CIRCULATING and NON-CIRCULATING LEGAL TENDER COMMEMORATIVE COINAGE
As well as basic coinage, including special event or anniversary issues (see below), individual coins or sets of circulation coins that have been specially prepared and packaged retail at a far higher price than face value within the numismatic community.
In addition, many non-basic commemorative coins have been produced as NCLT (Non-circulating Legal Tender) - they can also be cashed in at the bank for the value shown on the coin even though they are legal tender they are not classed as circulation coinage.
As some of the commemorative coins are made from either 92.5% Sterling Silver, 99.99% pure Silver, 99.99% pure Platinum or Palladium, and 99.9% pure Gold, they are classified as 'Investment' NCLT coinage and are usually traded as bullion - or as numismatic items with a high premium above the bullion value - and, because of the plethora of coins in this area of investment numismatics, novices will need a catalogue to refer to.
2004 Mint set containing selected basic coins that have been specially packaged prior to circulation.
A selection of Australian commemorative 20, 50 Cent and Dollar coins from actual circulation.
Queen Elizabeth II - Her Majesty's original 1966 effigy changed in 1985 and 1999
Artists - Arnold Machin, Raphael Maklouf and Ian Rank Broadley.
Decimal Coinage standard specifications
One Cent = 17.53mm. - 2.59grm.
Two Cents = 21.59mm. - 5.18grm.
Five Cents = 19.41mm. - 2.83grm.
Ten Cents = 23,60mm. - 5.66grm.
Twenty Cents = 28.52mm. - 11.31grm.
Fifty Cents (Silver) = 31.50mm. - 13.28grm.
Fifty Cents = 31.50mm. - 15.55grm.
EARLIER IMPERIAL ISSUES
In 1852, a small quantity of about 25,000 Gold One Pound coins were struck in Adelaide during the goldrush years under a special approval from the controlling British Government - but only after considerable political pressure was brought to bear.
Coinages of 91.67% Gold to 8.33 Silver were struck in the Sydney branch of the Royal Mint from 1855 onwards in denominations of Half Sovereign (equivalent to Ten Shillings) and Sovereign (equivalent to One Pound or 20 Shillings).
The gold content of the Half Sovereign was .1177 oz and the Sovereign was .2354 oz.
The earliest Gold coins had borne the identifying legend 'SYDNEY MINT - AUSTRALIA' on the reverse but, due to British intransigence regarding their empirical place in the world at that time, the practice ceased during the late 1860's and the Australian colonial produced coins reverted back to the imperial reverses.
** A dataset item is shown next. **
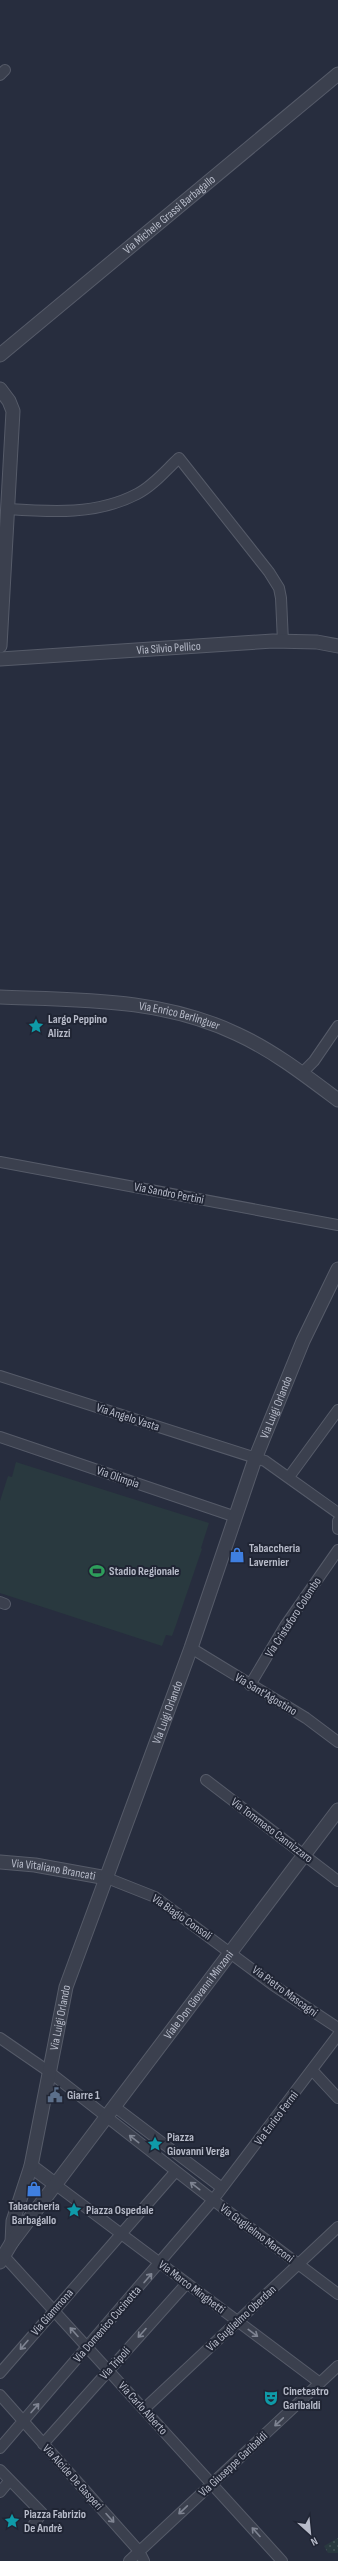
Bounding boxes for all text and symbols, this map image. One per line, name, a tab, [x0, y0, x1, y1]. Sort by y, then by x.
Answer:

From 1871, the Sovereign and Half-Sovereign coins were bearing standardized British shield designs and the Silver content was replaced by the same amount of Copper in keeping with the British issues.
The famous St. George slaying the Dragon reverse, by Benedetto Pistrucci, was introduced to all British colonial Gold Sovereign coinage by 1893 and this design continued on until 1931. (Refer to one of the above catalogues for further details)
However, the Gold Sovereign coins had a limited circulation, even though they were produced in relatively high numbers. Many went back to England as bullion or into the bank accounts of English entrepreneurs and finance houses who were reaping huge profits out of Australia.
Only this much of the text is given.